━━ Data listing
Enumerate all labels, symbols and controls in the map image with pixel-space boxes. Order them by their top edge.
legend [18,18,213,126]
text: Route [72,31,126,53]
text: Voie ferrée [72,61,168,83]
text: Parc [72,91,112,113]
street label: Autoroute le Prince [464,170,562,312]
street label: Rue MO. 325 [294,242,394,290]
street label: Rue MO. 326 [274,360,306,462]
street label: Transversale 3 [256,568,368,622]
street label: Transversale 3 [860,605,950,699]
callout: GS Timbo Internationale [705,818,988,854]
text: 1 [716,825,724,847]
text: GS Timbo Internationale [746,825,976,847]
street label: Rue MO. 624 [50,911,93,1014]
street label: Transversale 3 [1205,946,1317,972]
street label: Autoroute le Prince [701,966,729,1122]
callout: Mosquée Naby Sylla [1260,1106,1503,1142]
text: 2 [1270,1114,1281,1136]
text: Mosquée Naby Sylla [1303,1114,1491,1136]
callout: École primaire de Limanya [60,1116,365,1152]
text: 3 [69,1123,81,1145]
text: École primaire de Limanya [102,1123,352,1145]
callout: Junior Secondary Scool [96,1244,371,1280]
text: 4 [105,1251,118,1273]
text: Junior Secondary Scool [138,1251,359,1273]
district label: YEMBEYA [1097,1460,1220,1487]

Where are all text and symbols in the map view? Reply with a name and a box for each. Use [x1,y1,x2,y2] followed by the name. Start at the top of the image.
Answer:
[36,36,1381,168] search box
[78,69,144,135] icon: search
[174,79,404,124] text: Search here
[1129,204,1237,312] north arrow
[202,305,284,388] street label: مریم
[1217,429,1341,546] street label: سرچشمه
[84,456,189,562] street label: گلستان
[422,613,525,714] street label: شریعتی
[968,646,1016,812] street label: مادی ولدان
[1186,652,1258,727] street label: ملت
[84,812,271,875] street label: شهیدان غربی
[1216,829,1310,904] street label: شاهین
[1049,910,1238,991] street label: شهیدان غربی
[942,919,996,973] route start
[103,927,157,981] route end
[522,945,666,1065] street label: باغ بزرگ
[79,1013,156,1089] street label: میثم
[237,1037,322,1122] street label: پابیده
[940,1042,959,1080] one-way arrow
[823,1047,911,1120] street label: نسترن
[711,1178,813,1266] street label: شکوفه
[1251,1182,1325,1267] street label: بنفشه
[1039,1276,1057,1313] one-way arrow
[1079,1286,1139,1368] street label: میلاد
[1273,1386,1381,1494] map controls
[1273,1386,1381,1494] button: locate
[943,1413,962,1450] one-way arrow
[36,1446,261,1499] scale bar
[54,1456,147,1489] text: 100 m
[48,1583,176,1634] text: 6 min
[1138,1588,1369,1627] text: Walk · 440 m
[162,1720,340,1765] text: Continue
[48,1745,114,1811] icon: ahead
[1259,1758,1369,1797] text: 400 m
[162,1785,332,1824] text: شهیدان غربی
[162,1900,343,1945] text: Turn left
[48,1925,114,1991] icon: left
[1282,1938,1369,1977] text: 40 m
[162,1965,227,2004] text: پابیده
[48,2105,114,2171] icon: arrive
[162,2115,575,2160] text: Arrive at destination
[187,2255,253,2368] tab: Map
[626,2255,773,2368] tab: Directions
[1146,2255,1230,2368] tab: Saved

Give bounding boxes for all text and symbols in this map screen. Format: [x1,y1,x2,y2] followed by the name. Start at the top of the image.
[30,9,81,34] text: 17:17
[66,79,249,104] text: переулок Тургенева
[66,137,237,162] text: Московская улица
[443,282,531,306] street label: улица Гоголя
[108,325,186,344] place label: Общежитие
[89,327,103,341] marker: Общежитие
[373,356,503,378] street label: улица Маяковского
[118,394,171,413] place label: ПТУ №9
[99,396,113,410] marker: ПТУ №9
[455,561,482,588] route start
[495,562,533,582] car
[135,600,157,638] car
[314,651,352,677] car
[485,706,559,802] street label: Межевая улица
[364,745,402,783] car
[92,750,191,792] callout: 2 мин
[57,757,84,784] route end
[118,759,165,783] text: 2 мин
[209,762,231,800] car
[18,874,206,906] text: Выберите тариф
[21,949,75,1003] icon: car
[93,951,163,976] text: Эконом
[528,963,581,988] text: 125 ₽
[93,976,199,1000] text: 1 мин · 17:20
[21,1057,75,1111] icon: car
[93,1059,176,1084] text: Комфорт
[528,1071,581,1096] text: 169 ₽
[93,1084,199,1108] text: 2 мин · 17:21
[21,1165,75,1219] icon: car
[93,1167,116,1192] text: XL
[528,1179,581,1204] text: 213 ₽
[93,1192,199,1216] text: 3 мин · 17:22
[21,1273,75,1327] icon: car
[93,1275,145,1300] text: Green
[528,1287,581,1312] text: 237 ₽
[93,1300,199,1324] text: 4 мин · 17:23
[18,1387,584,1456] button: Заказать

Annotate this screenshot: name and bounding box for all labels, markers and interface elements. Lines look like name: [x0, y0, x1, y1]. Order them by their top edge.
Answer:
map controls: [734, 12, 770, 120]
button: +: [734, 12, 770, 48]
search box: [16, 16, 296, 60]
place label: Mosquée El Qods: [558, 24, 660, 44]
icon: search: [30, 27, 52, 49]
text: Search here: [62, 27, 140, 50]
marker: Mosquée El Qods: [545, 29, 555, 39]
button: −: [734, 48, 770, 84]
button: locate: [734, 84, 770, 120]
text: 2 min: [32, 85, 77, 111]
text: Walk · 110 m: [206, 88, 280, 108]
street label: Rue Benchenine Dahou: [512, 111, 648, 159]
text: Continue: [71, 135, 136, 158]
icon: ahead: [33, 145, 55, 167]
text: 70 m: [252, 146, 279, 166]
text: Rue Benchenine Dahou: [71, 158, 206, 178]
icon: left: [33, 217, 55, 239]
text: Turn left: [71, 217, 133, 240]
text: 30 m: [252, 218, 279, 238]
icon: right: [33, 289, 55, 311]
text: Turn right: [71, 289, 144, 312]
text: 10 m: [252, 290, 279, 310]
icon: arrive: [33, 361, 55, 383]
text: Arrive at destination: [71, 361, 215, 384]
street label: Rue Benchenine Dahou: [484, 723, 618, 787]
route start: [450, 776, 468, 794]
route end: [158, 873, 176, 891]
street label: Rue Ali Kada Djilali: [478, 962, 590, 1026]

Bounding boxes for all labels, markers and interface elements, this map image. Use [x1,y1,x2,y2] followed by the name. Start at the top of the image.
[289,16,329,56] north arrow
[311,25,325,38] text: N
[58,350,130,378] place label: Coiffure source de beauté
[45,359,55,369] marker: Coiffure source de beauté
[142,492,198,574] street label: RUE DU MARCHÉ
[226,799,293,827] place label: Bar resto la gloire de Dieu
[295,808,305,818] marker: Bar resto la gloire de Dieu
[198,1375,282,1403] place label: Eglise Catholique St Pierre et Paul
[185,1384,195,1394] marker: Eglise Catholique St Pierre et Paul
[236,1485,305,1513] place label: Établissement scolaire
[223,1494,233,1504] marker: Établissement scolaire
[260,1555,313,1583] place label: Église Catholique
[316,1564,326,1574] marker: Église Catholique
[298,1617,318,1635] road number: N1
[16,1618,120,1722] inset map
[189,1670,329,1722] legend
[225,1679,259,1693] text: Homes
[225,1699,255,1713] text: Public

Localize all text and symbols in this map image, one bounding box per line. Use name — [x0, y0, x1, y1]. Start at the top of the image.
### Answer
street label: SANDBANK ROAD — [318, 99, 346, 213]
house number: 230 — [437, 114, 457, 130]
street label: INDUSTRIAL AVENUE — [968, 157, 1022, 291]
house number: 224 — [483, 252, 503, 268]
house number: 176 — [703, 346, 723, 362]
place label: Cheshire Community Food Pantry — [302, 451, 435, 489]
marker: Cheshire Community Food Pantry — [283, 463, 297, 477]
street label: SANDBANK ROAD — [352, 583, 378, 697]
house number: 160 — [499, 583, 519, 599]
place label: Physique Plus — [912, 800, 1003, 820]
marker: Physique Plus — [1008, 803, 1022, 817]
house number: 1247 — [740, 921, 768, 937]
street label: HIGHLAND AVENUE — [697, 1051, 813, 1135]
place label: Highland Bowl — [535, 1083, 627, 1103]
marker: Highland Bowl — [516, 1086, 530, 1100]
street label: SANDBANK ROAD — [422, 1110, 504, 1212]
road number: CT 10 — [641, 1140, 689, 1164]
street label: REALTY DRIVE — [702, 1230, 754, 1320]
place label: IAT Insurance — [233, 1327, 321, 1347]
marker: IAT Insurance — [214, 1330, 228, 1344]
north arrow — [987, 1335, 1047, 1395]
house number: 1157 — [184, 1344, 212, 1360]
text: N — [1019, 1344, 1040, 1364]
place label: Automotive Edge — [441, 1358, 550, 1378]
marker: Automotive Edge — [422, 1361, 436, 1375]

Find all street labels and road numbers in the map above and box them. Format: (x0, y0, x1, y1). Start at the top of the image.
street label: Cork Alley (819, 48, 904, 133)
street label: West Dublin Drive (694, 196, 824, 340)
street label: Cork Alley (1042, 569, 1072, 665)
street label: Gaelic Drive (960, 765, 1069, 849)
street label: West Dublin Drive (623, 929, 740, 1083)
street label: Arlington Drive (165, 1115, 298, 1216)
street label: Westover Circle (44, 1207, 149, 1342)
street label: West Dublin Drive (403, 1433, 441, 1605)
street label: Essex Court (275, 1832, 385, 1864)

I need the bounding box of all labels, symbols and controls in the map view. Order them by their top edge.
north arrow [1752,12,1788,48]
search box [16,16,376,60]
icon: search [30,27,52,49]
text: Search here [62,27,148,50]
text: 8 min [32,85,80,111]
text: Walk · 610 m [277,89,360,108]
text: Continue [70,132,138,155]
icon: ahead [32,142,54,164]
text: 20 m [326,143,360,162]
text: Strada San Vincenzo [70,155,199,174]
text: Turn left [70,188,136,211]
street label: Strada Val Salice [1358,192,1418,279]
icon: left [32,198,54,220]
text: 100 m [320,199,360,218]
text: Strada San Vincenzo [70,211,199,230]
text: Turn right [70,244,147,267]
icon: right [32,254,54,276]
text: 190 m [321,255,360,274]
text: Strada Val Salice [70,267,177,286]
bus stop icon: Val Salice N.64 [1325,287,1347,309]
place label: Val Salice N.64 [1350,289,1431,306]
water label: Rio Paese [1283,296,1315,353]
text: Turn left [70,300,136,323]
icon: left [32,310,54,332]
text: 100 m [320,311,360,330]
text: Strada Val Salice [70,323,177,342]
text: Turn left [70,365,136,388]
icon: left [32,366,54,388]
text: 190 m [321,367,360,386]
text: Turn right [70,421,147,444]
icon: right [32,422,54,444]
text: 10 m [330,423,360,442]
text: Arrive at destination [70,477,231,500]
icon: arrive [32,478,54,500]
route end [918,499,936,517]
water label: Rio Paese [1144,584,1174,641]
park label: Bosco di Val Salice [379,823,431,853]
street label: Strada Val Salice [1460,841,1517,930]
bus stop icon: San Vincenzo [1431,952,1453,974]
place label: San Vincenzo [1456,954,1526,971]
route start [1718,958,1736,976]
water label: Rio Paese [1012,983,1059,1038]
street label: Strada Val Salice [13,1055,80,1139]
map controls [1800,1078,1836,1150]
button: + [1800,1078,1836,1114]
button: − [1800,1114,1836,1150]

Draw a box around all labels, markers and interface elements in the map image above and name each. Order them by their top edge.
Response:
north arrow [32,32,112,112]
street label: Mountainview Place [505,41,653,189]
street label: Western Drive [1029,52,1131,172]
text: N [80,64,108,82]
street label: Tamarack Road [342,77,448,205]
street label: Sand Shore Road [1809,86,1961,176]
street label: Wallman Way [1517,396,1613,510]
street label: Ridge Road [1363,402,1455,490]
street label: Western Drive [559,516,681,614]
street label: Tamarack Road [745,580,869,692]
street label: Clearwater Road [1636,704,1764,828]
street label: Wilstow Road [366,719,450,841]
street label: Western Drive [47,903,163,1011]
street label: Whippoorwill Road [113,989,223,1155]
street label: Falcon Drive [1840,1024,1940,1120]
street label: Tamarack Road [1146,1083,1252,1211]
━━━━
» **Requirement**: Scan the material above for lines holding "Western" and copy each of them.

» **Task solution**:
street label: Western Drive [1029,52,1131,172]
street label: Western Drive [559,516,681,614]
street label: Western Drive [47,903,163,1011]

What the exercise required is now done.